Lecture 1: Course Overview and Introduction to HPC

../_images/L1-title.png Lecture 1 slides Lecture 1 panopto Lecture 1 podcast

(Originally recorded 2019-04-02)


This is the first lecture of the course and I spend the first part of it going over course mechanics and the plan for the course (essentially a review of the syllabus).

To help set context for the course I also describe how HPC is used and why it is important. A quick overview of the history of HPC hardware begins with Seymour Cray and takes us through Thomas Sterling.

HPC is about enabling scientists and/or decision-makers to solve bigger problems and to solve them faster and better. As such, hardware, software, algorithm, and problem domain are inextricably linked. The plan of the course will be guided by the hierarchical structure of today’s largest computers: single core, hierarchical memory, SIMD, multicore, GPU, and clusters. As the course follows this progression we will apply the hardware at hand to solve some problems of interest. At the same time, we will be building up a set of (high-performance) abstractions for developing solid software and introducing a small set of necessary features in the C++ programming language to realize these abstractions and the programs built with them. We will also be learning about some of the tools typically used in an HPC environment.

Course Essentials

Almost all information about, and materials for, this course will be on the coure web site, which is located at https://amath583.github.io/sp21/ . Please familiarize yourself with the course syllabus and course policies. Information on the web site is definitive and supersedes what might have been previously recorded in lecture. We will still be using the course Canvas site to broadcast announcements and for homework submission.

The course site includes links to all of the course lecture videos, PDFs of all the course slides, and all of the course assignments. It also includes additional videos and notes on selected topics. Over the course of this semester I will be augmenting the course lectures with companion notes (available on each lecture page). Contact information about the course instructional staff can be found on the course web site, along with a calendar of due dates and office hour times.

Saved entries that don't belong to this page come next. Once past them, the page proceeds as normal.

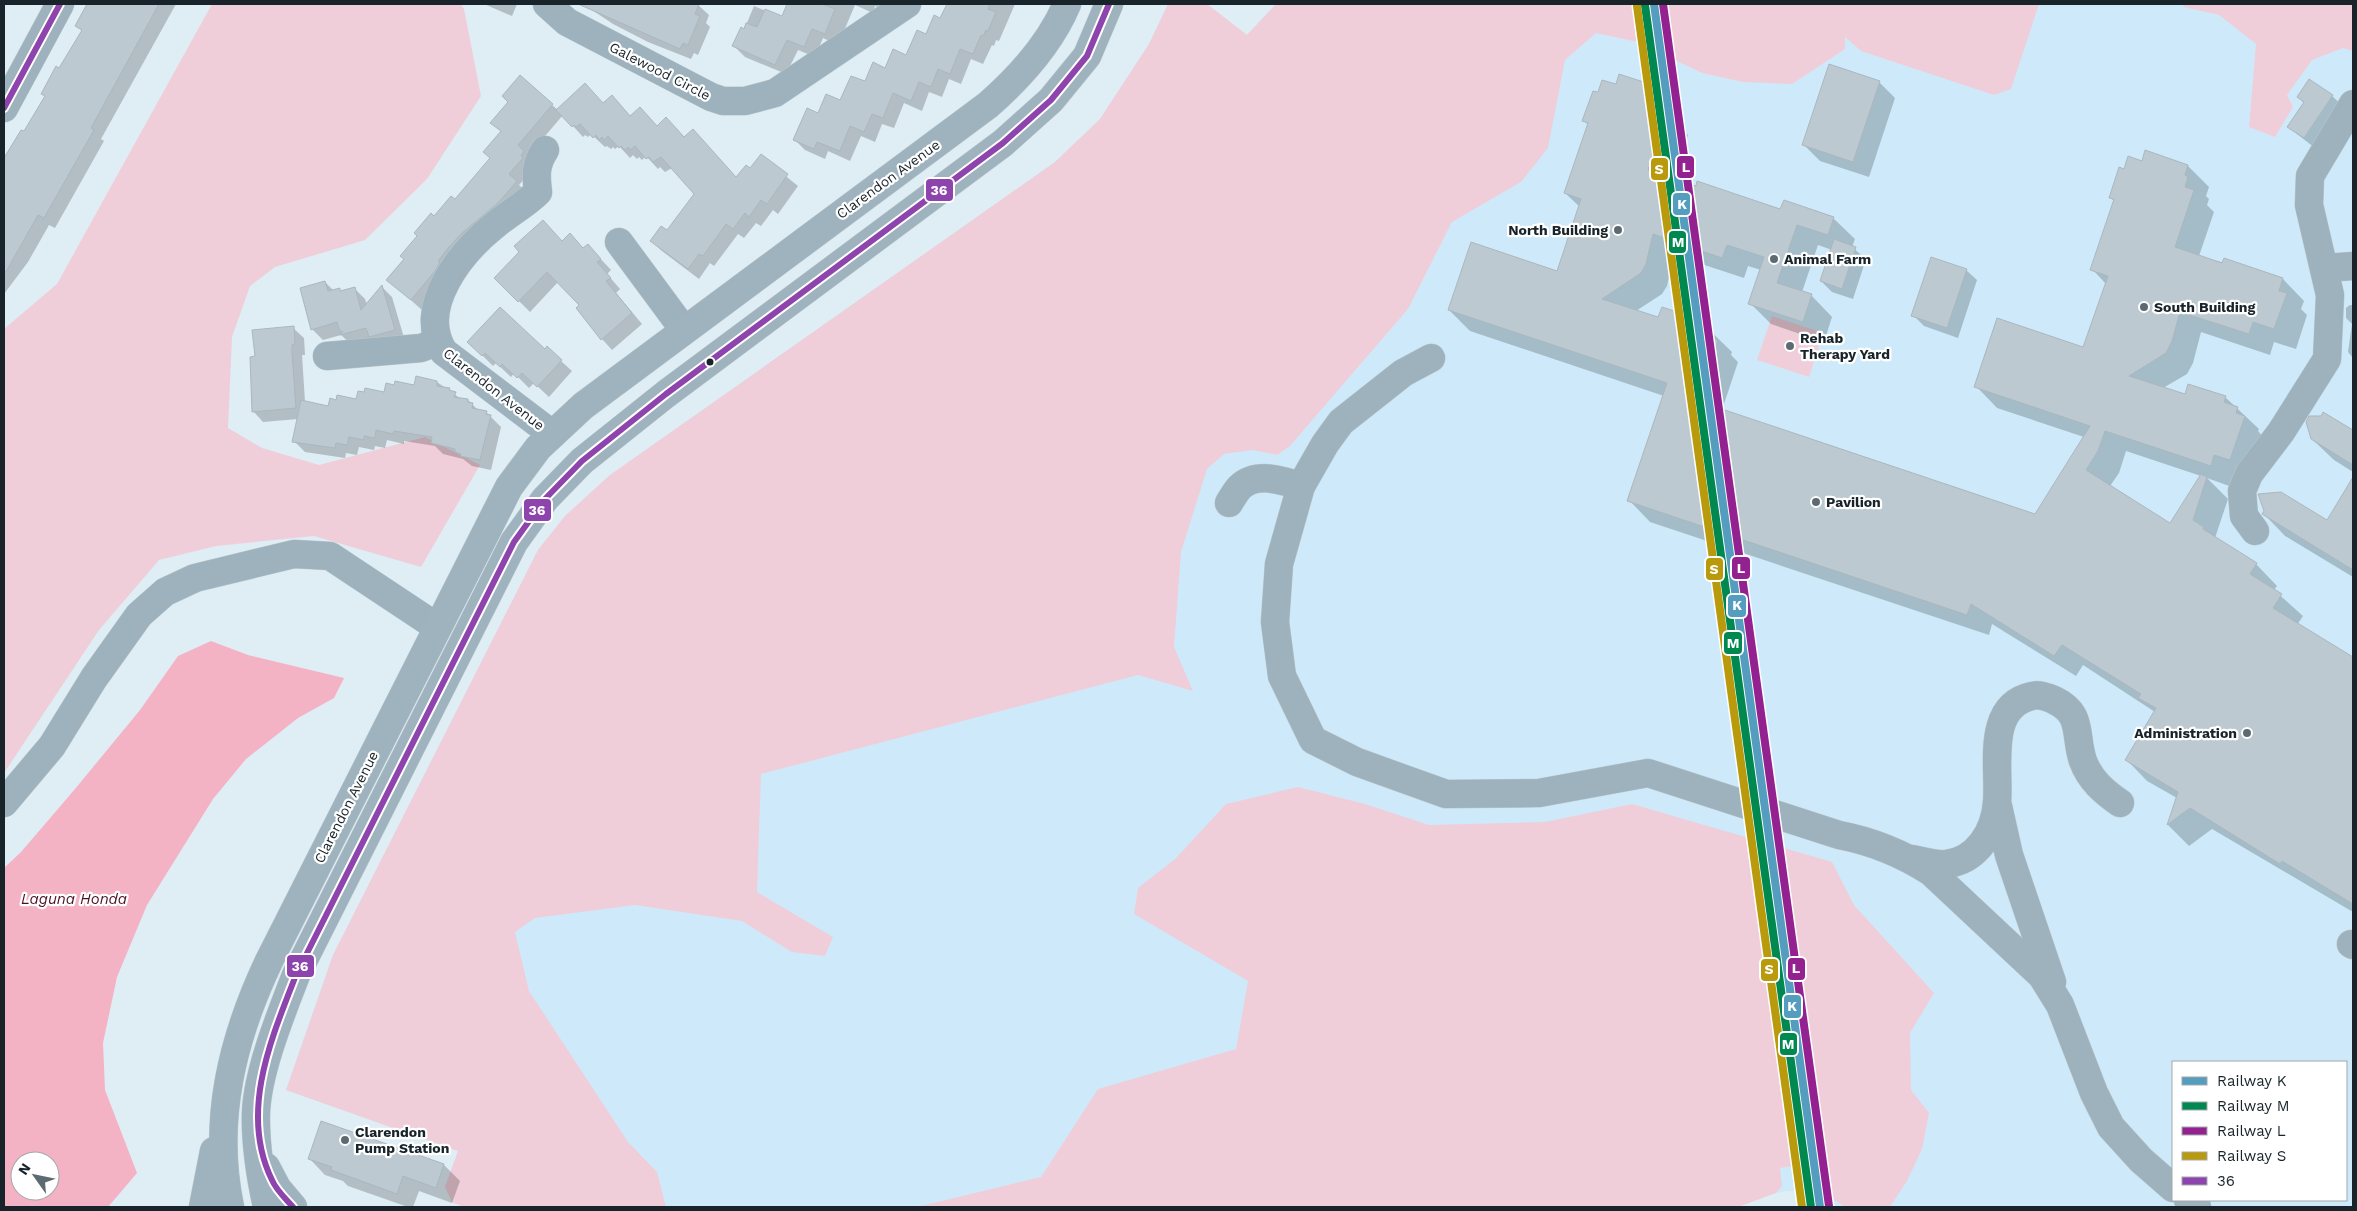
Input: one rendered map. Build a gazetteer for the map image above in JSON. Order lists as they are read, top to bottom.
{
  "streets": {
    "main road": ["Clarendon Avenue"],
    "street": ["Galewood Circle"]
  },
  "water": ["Laguna Honda"],
  "places": [
    "North Building",
    "Animal Farm",
    "South Building",
    "Rehab Therapy Yard",
    "Pavilion",
    "Administration",
    "Clarendon Pump Station"
  ],
  "lines": [
    "rail line K",
    "rail line L",
    "transit line 36",
    "rail line M",
    "rail line S"
  ],
  "legend": [
    "Railway K",
    "Railway M",
    "Railway L",
    "Railway S",
    "36"
  ],
  "north": "top left"
}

There is no required course text, but I suggest Parallel Programming Concepts and Practice by Schmidt et al and Patterns for Parallel Programming by Mattson et al as supplementary references for the course material.

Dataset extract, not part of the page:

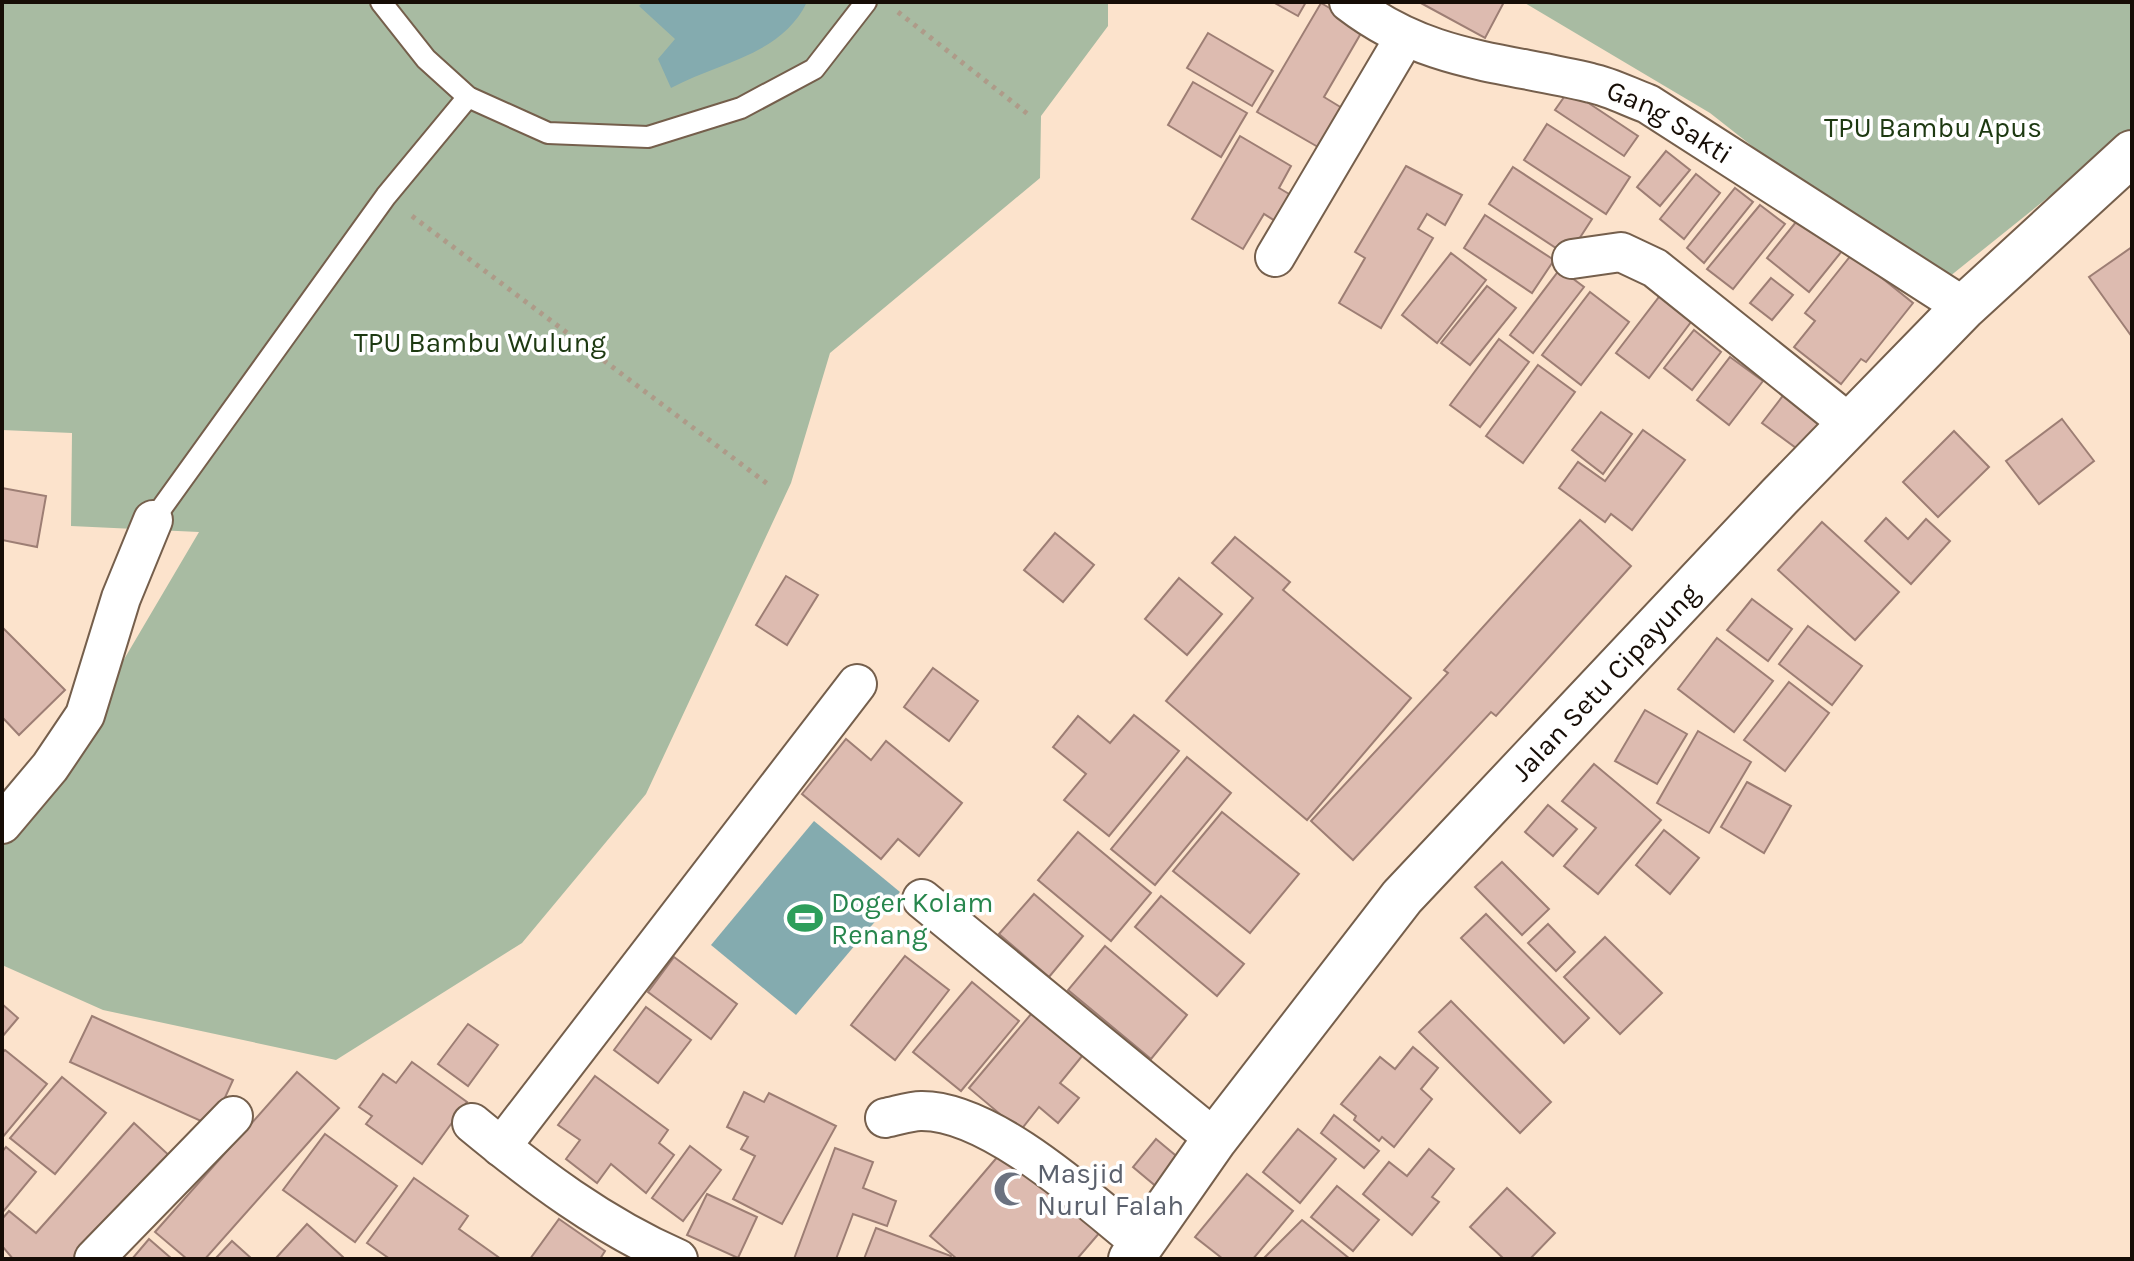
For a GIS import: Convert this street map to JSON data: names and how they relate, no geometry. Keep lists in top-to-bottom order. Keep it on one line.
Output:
{"streets":{"street":["Gang Sakti","Jalan Setu Cipayung"]},"crossings":[["Gang Sakti","Jalan Setu Cipayung"]],"parks":["TPU Bambu Apus","TPU Bambu Wulung"],"places":{"sports":["Doger Kolam Renang"],"mosque":["Masjid Nurul Falah"]}}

The primary computing resource that you will be using for most of the course will be your own laptop. For the last few assignments we will be using institutional resources for GPU programming and for distributed-memory (cluster) programming. The primary computing environment will be Linux or Mac OS X. If you have a Windows laptop, Linux is available with the Windows Subsystem for Linux. Instructions on how to set up and use your computing environment for this course will be part of the first assignment.

I also strongly recommend using Visual Studio Code for all of your software development in this course.

Course Overview

The course basically follows a canonical outline for HPC, structured according to the progression of hardware from single core CPU to clusters of multicore CPUs (with a detour for GPUs). Each step along this progression emphasizes a particular technology, which has a corresponding mental model (paradigm) and a corresponding traditional means of programming. We will be using a slightly more modern approach than the typical “canon” – using C++ and its standard library rather than C and low-level primitives (cf slides 18-29).

An important part of this course will focus around sound software development practices and we will emphasize clarity and elegance rather than cleverness.

Programming in This Course

We will be using the C++ language for programming in this course as it is the language of choice for modern real-world high-performance computing. As a modern multi-paradigm programming language, C++ provides a number of high-level abstractions that allow you to solidly structure large-scale software systems. At the same time, it is a compiled language, and allows direct control of low-level performance-oriented hardware features. C++ is a huge language—we will focus on an essential slice for doing what needs to be done for this course.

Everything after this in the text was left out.